What Lenders Look for in a Mortgage Application

Posted on 21 February, 2019

When you apply for a mortgage through a bank or a traditional lender, there are certain details of your overall financial picture that these lenders will pay specific attention to. Having a stronger mortgage application opens up many doors for you in terms of your mortgage, including:

  • Your choice of lender
  • Lower interest rates
  • Types of mortgage products available; and
  • The amount you will be pre-approved for

There are five main details you can expect a lender to evaluate when you apply for a mortgage:

1. Income and Employment

Lenders will take a look at your gross household income (before taxes) as well as your employment type - whether you are full-time, part time, seasonal, etc.

Proving your income to a lender can be complex; for example, when an individual is self-employed or works a significant amount of overtime. In these situations, your Broker is equipped to negotiate on your behalf. They can help provide the documentation necessary for your lender to evaluate your income through means other than just your pay stub.


2. Debts and Expenses

Your debts include payments such as:

  • Credit cards
  • Auto loans
  • Student loans
  • Lines of credit
  • Child support or spousal payments

Expenses, on the other hand, are the monthly costs associated with home ownership. They include:

  • Mortgage payments
  • Property taxes
  • Heating
  • Condo or HOA fees (if applicable)

These monthly costs are significant because they affect your TDS and GDS ratios; two items that are extremely important when a lender is calculating the amount of mortgage funding you are eligible to receive.


3. GDS and TDS Ratios

Your gross debt service (GDS) ratio is the percentage of your monthly housing costs (listed under ‘Expenses’ above) against your total gross income. As a general rule, these expenses should not be more than 39 percent of your total monthly income. Your total debt service (TDS) ratio includes your monthly expenses PLUS the debts listed above. It should not be more than 44 percent of your total monthly income; however, there is some flexibility with these numbers if you have good credit.

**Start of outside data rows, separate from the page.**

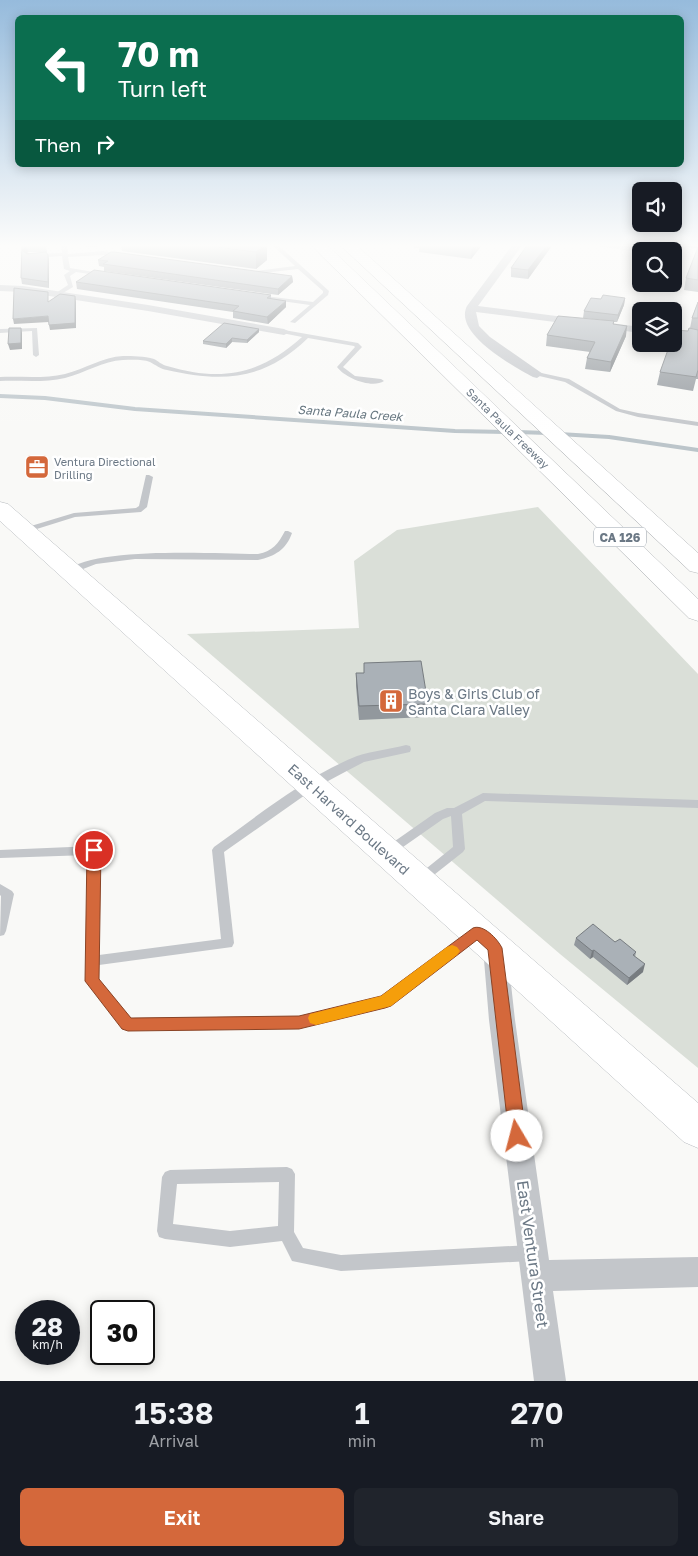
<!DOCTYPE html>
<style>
:root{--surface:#171b24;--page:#20242c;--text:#f1f3f6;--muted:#9ea1a6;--accent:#d4683b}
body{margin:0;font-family:"Golos Text",sans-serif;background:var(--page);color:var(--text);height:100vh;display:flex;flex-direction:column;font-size:19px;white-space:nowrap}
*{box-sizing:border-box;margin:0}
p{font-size:16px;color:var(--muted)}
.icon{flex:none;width:28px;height:28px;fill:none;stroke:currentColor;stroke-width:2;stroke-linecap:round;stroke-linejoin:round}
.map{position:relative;height:1381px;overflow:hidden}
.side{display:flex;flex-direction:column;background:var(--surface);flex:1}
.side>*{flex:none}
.hud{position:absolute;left:15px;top:15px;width:669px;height:152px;border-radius:8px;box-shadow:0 2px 12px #0003;background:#0b6e4f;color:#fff;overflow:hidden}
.tools{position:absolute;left:632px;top:182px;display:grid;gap:10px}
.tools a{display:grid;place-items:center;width:50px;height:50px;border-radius:8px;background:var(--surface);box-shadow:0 2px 12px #0003;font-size:25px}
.speed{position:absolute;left:15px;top:1300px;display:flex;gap:10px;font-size:25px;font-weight:700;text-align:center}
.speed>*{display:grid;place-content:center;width:65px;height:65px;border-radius:50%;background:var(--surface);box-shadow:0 2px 12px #0003;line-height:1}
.speed small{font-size:12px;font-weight:400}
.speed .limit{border:2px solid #111;border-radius:8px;background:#fff;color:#111}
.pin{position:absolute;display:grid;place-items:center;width:42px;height:42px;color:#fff;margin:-21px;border:2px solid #fff;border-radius:50%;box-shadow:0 1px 5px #0007}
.me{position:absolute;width:55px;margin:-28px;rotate:352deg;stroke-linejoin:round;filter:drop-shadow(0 0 4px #0008)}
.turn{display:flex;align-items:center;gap:18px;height:105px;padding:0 20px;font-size:22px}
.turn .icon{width:65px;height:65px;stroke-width:2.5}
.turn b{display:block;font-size:35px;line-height:42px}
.then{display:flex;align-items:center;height:48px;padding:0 20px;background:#0003;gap:10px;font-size:19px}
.eta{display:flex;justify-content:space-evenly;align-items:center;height:85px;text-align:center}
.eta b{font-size:30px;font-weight:600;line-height:35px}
.primary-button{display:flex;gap:10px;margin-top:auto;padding:10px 20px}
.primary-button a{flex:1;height:58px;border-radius:8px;background:var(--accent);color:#fff;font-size:20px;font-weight:600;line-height:58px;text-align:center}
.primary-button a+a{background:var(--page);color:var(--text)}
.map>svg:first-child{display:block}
.green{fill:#dadfd8}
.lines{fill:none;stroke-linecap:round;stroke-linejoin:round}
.stream{stroke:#bcc5ca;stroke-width:4}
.secondary-casing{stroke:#b6babe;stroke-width:1}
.motorway-casing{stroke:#b6b9bc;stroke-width:1}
.service{fill:#c3c6ca;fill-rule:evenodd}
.minor{fill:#c3c6ca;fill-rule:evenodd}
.secondary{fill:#fff;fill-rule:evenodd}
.motorway{fill:#fff;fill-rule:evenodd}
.wall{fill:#92989d}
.shaded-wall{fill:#777c80}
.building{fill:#aab1b7;stroke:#777c80}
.route{fill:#d4683b;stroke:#8a4426}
.slow{fill:#f59e0b}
.labels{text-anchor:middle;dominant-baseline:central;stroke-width:5;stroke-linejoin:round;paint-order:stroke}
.far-street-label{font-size:11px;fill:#6b7885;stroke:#fff}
.far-poi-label{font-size:11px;fill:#6b7885;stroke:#fff;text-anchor:start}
.far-water-label{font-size:12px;font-style:italic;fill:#677780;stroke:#fff}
.shield{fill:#fff;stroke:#97a0aa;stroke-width:1}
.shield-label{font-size:12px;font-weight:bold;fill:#6b7885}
.poi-label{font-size:14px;fill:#6b7885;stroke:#fff;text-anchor:start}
.street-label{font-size:14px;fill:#6b7885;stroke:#fff}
.near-street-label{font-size:16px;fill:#6b7885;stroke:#fff}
</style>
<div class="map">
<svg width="698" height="1381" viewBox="0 0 698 1381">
<rect width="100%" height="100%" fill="#f9f9f7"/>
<path class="green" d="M538 507 698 674V1068L560 954 187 634 359 628 354 561 397 530Z"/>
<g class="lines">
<path class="stream" d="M0 396 45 398 135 409 455 431 506 432
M517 432 548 433
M559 434 609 437 698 450"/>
<defs>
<path id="secondary" d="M0 502 8 504 698 1103V1148L684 1142 0 521Z"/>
<path id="motorway" d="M310 244H326L698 599V621L689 618Z
M339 244H355L698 553V573L690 571Z"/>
</defs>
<use href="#secondary" class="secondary-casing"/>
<use href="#motorway" class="motorway-casing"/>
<path class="service" d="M61 244H67L68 254 103 251 123 254 120 256 103 255 68 257 70 268 106 274 103 276 76 272 70 276 73 287 58 296 55 294 56 293 68 285 64 275 70 271 64 269 62 256 34 258 31 256 34 254 62 253Z
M271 244H277L329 291 328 295 295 323 290 322 310 305 259 298 257 297V295L313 302 323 293V291L298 269 254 274V272L256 271 295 266Z
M37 328 39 355 36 357 33 355 32 331 0 333V329Z
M284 330 358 343 362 347 343 367 355 376 381 379 384 381C372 389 345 378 337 367L355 347 354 346 308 338C265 380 223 383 167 370 160 369 156 365 150 362 142 359 131 360 123 360 103 361 85 373 65 378 44 383 21 380 0 381V377C21 376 44 379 65 374 85 369 103 357 123 356 133 356 144 356 154 359 158 361 162 365 167 366 221 382 260 375 302 337L282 333 281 332Z
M537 372 569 379 620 409 638 413 698 422V426L638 417 616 411 565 382 535 375V373Z
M146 475H149L153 477 147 507 141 512 75 517 24 533 20 531 21 529 74 513 136 508 139 506Z
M285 531H288L292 533C286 550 275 556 258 560L135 559 96 564 70 574 66 571C94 546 217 554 258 554 273 551 278 544 285 531Z
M406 745 410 746 411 749 410 752 364 762 343 773 315 788 224 852 234 943 232 947 99 965V979L131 1018 299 1016 381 997 471 930 475 929 479 930 481 934 479 938 390 1006 385 1008 299 1028 128 1030 123 1028 85 981 88 855 0 858V850L94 846 98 847 100 850 99 955 221 939 212 850 214 847C259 815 305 777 357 756 372 751 390 749 406 745Z
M483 793 698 800V808L485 801 462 814 465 849 463 852 425 882 421 884 417 882 415 879 417 876 453 847 451 816 443 819 393 854 389 855 385 854 383 851 385 848 435 813 447 808H454Z
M0 884 12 891 14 894 6 931 4 935 0 936 1 896 0 895Z
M287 1167 292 1169 295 1174 294 1232 303 1248 341 1255 531 1245 537 1247 539 1253 537 1259 531 1261 341 1271 292 1261 282 1241 230 1247 165 1239 159 1237 157 1231 162 1177 165 1172 170 1170ZM279 1182 278 1226 230 1231 173 1224 177 1184Z"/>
<path class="minor" d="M513 244H523L478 306 641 327V333L476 312 479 326 490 337 543 374 537 378 533 377C513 366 453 333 467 306Z
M596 244C612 244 653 242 664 251L641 252 601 247Z
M676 250 681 253 674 256V251H670Z
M0 285 23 286 148 305 284 329 290 332 284 335 148 311 23 292 0 291Z
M495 938 503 941 507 948 515 1020 549 1260 698 1257V1287L553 1291 566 1381H534L489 1020 483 948 487 941Z"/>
<use href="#secondary" class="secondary"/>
<use href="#motorway" class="motorway"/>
</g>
<path class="wall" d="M22 244H46L47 252H28L27 253 48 255 49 261V288L22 284 21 278Z
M121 244H267V260L256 269 122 251Z
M414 244H483L471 259 419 252V248H414Z
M686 244H698V292L684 290 686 278 698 248 685 247Z
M551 247 528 279 511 277V268Z
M98 260 292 276 293 282 278 295 104 271V267L99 266Z
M76 282 271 295V299L286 307 268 324 233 318V312L77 289Z
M625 298 624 305 617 322H614V324L626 336 610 372 585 369 587 358 590 352 546 346 547 335 602 320 583 318 584 311 601 299Z
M698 302V379H696L693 391 657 385 660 372 690 328 692 318Z
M259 329V332L247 343 232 342 226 348 203 344V341Z
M364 663 428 704 427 717 359 720 356 686V673H364Z
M576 938 615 942 636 952 635 957 643 972 627 985 593 957 590 959 574 945Z"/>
<path class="shaded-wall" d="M85 244H99V246L86 247Z
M266 244H267V260L256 269V252Z
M474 244H483L471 259 472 247Z
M548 244H551V247L528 279V270Z
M27 246 28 252 23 257 22 250Z
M48 255 49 261V288L48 282Z
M292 276 293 282 278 295V289Z
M75 296 76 302V328L50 330 49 325Z
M625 298 624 305 617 322 618 315Z
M286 301V307L268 324 267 317Z
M48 316 49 322 14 324 13 319Z
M627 326 626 336 610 372 611 362Z
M21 328 22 333V349L10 350 8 344Z
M259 329V332L247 343V340Z
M232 338V342L226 348V344Z
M594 950 593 957 590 959 592 951Z
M645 964 643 972 627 985 629 978Z"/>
<path class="building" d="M22 244H46V245L27 246 22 250 27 254 46 252 48 255V282L21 278Z
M193 244H266L256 252Z
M452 244H474L472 247Z
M528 244H548L528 270 511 268Z
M698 247V280L686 278Z
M111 252H114L292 276 278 289 103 264 108 261 98 260Z
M94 270 271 295 267 298 286 301 267 317 233 311 239 306 76 282Z
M14 288 48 292V302L60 294 75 296V323L49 325 48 316 13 319Z
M603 295 625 298 618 315 584 311 591 298 601 299Z
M698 302V318H692Z
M558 316 614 321 613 324 627 326 611 362 587 358 595 342 547 335Z
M224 323 259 329 247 340 232 338 226 344 203 341Z
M9 328H21V343L8 344Z
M689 328 698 330V370L696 377 660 372 670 344H674V333L675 330 688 331Z
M421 661 428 704 359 706 356 673H364V663Z
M593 924 615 942 620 939 636 952 633 955 645 964 629 978 594 950 592 951 576 938Z"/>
<linearGradient id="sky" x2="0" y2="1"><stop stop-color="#96bbdc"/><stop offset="0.56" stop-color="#fcfcfb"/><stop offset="1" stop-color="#fcfcfb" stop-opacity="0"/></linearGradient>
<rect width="698" height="438" fill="url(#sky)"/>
<path class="route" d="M94 845 99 846 101 850 99 979 131 1018 299 1016 381 996 473 928C483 924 497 938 502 948L526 1136 523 1142 517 1144 511 1142 509 1136 488 950 477 940 391 1006 385 1008 299 1029 128 1031 122 1029 85 981 87 850 89 846Z"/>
<path class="slow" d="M452 945 457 947 460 951 457 955 391 1006 316 1025 310 1023 308 1018 310 1014 381 996 447 947Z"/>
<defs>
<symbol id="office-square" viewBox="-11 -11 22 22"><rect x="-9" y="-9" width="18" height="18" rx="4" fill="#d4683b" stroke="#fff"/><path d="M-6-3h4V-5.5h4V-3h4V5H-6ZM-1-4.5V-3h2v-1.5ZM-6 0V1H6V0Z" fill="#fff"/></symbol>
<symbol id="building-square" viewBox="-11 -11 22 22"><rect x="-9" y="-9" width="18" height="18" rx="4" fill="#d4683b" stroke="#fff"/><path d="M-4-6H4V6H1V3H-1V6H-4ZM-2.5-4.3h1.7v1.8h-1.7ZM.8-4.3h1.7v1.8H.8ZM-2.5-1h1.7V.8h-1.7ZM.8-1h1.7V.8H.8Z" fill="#fff"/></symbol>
</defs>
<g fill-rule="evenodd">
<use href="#office-square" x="23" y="453" width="28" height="28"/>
<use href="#building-square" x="377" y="687" width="28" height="28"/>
</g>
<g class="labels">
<g class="far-street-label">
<text transform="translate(508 428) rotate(44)">Santa Paula Freeway</text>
</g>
<g class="far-poi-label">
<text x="54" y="461">Ventura Directional<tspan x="54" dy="13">Drilling</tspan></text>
</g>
<g class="far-water-label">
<text transform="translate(350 413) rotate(4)">Santa Paula Creek</text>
</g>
<rect class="shield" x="594" y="527.5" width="52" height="19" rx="4"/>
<g class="shield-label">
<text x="620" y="537">CA 126</text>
</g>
<g class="poi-label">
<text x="408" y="693">Boys &amp; Girls Club of<tspan x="408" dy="16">Santa Clara Valley</tspan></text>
</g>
<g class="street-label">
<text transform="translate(349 819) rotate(42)">East Harvard Boulevard</text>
</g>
<g class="near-street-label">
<text transform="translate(533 1254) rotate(82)">East Ventura Street</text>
</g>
</g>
</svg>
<div class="tools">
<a><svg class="icon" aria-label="sound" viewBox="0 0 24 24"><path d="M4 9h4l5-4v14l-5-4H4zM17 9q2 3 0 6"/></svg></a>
<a><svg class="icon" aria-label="search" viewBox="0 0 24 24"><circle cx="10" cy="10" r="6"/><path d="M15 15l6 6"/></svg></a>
<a><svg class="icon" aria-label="layers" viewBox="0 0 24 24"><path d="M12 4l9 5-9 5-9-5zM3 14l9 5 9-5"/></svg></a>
</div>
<div class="speed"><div>28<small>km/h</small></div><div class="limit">30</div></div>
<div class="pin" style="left:94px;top:850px;background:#d93025"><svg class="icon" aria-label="arrive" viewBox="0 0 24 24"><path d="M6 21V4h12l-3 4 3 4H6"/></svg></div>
<svg class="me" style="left:517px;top:1136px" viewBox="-20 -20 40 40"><circle r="19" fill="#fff"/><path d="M0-13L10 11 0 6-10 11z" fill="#d4683b"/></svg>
<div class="hud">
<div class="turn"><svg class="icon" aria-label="left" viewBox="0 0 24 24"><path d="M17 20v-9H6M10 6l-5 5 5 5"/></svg><div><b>70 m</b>Turn left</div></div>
<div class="then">Then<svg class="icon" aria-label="right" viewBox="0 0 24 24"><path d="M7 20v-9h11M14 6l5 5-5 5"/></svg></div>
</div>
</div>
<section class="side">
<div class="eta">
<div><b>15:38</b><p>Arrival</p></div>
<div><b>1</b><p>min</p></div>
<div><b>270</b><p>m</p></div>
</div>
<div class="primary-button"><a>Exit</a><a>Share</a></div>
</section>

These numbers are important because lenders factor in a potential mortgage payment to see what you can afford. If a mortgage payment pushes your ratios too high, you may have trouble receiving an approval through a traditional lender. There are three steps you can take to help with these ratios, including:

  • Lowering your price range for your new home
  • Reducing your debt load by paying down loans or lines of credit before applying for a mortgage; or
  • Saving up for a larger down payment. A larger down payment will reduce your monthly mortgage payment and your ratios will take less of a hit.

4. Credit Report

While each lender has their own specific credit score threshold, you should aim for a score of at least 650-680 to obtain an approval; however there are additional options for you if you do not meet the minimum credit score for traditional lending. Alternative lenders have more lenient lending standards and evaluate applications on a case-by-case basis.

Looking to increase your score? Take a look at our recent blog post on how to improve your credit.


5. Down Payment

How much money you have available to make a down payment will also affect a lenders decision to offer you a mortgage approval. Down payment amounts are affected by factors such as your citizenship status and the type of property you are looking at, for example whether you are purchasing a home to live in or a rental property.

Currently, the minimum down payment on a property is generally 5 percent on homes under $500,000. After you hit that threshold, a minimum of 10 percent down is required on any amount over the $500,000.